Demand for Alcohol Strong Amid COVID-19 Outbreak

Market has not seen major disruptions due to coronavirus, Cowen report shows
Beer sales
Photograph: Shutterstock

NEW YORK — The U.S. alcohol beverage market has not experienced any major disruptions because of the COVID-19, or coronavirus, outbreak, industry experts said, and consumer demand for alcohol remains strong.
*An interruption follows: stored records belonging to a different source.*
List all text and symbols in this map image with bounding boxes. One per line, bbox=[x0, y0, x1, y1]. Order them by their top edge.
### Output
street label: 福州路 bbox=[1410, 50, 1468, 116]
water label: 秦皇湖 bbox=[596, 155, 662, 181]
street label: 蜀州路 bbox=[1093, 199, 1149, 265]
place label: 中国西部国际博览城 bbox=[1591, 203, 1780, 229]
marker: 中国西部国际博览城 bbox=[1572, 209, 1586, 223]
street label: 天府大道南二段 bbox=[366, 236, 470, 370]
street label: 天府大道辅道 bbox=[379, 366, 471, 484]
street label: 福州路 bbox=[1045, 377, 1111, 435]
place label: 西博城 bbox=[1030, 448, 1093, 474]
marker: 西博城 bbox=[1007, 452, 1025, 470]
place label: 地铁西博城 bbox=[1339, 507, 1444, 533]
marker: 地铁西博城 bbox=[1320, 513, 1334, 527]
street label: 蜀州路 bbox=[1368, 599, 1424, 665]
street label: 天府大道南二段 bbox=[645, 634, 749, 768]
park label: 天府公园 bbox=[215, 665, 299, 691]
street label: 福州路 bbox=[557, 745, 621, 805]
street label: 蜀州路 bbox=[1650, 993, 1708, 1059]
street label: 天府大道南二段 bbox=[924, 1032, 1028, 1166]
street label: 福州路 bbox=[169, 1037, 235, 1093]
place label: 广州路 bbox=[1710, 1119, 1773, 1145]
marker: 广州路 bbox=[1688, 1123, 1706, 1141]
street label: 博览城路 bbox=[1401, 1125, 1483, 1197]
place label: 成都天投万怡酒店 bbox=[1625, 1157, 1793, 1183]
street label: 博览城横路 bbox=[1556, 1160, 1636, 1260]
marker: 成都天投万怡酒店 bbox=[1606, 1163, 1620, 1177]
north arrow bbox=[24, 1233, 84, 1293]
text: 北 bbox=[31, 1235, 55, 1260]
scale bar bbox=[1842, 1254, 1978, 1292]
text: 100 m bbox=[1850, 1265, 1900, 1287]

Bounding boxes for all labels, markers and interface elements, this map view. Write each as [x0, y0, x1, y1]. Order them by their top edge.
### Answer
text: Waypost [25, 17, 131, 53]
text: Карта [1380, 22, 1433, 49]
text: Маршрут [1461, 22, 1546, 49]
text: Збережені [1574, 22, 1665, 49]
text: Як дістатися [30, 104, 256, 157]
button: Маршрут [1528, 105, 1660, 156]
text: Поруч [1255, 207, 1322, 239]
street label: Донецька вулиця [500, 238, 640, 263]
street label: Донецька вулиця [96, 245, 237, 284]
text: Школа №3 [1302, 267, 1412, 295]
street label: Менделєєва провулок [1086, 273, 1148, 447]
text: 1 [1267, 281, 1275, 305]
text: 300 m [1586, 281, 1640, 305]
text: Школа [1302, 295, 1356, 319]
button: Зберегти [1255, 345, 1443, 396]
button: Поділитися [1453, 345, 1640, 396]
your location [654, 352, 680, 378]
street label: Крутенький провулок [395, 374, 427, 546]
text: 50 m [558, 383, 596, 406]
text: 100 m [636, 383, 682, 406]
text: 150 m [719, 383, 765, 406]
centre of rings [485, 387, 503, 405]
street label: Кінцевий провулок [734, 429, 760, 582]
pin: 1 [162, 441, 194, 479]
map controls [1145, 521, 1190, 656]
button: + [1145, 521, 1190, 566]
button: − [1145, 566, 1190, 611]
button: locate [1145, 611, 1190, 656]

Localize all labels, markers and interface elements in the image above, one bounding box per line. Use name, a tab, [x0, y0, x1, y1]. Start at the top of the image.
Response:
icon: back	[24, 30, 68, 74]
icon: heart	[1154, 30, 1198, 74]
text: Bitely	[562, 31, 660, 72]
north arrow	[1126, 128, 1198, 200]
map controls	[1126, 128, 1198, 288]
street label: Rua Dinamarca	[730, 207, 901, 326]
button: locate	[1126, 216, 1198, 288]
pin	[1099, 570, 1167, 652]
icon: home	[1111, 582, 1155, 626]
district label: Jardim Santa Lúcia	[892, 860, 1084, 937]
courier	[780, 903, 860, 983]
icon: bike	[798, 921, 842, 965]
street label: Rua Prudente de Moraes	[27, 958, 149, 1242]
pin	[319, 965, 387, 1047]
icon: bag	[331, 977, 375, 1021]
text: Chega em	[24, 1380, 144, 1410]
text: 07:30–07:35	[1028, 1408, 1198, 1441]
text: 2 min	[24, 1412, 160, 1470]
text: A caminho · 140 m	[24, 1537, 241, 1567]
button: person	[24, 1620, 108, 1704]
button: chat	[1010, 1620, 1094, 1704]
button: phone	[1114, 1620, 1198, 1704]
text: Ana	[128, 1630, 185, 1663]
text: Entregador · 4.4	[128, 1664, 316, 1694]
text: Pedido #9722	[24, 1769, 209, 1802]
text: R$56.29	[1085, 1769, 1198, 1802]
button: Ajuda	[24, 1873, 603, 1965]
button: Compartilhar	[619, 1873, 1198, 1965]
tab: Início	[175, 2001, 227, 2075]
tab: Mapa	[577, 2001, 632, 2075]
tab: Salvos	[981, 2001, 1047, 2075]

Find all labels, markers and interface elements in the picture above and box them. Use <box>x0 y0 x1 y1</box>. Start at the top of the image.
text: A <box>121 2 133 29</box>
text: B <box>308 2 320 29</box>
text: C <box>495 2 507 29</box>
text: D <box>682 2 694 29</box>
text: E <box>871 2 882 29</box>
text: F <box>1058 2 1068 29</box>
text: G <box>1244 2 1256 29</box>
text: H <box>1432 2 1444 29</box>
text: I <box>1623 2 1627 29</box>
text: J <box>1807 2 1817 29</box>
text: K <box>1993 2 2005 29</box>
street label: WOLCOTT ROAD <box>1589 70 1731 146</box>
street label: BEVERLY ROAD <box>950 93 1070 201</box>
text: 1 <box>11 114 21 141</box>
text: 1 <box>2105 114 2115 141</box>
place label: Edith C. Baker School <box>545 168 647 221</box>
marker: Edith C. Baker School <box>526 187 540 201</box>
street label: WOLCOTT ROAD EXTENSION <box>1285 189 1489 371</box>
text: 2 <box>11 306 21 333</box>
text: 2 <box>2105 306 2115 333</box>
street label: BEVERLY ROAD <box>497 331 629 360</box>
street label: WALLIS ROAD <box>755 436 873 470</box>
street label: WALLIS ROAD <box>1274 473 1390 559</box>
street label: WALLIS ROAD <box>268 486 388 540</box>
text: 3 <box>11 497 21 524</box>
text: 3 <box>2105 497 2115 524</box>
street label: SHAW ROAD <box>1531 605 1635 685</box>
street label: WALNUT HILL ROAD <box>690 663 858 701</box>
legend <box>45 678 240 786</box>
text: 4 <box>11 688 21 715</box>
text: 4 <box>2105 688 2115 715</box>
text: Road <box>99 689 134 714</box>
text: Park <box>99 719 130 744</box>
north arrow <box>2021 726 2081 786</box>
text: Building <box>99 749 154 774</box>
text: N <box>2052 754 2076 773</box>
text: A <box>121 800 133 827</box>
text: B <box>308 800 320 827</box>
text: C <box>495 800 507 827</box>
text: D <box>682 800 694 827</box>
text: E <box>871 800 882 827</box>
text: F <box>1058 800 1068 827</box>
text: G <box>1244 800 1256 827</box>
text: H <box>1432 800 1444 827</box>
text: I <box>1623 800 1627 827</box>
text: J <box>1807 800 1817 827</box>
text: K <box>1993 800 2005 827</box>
New York-based Cowen Inc. held a COVID-19 Virtual Conference Series with experts such as Lester Jones, chief economist for the National Beer Wholesalers Association, and Sarah Barrett, executive editor for Wine & Spirits Daily. Cowen’s report of the conference showed the supply chain is uninterrupted (at least for now), off-premise bumps are expected and timing remains the biggest question moving forward.

Distributors have supplied the requisite amount of product into their respective channel and should be able to efficiently balance the mix between core alcohol beverages and other need-based products moving forward, the report said.

Consumer demand for alcohol remains strong, evident in high traffic and velocity in off-premise. There is no firm timeline on when social-distancing measures will end, resulting in consumers loading their pantries with alcohol.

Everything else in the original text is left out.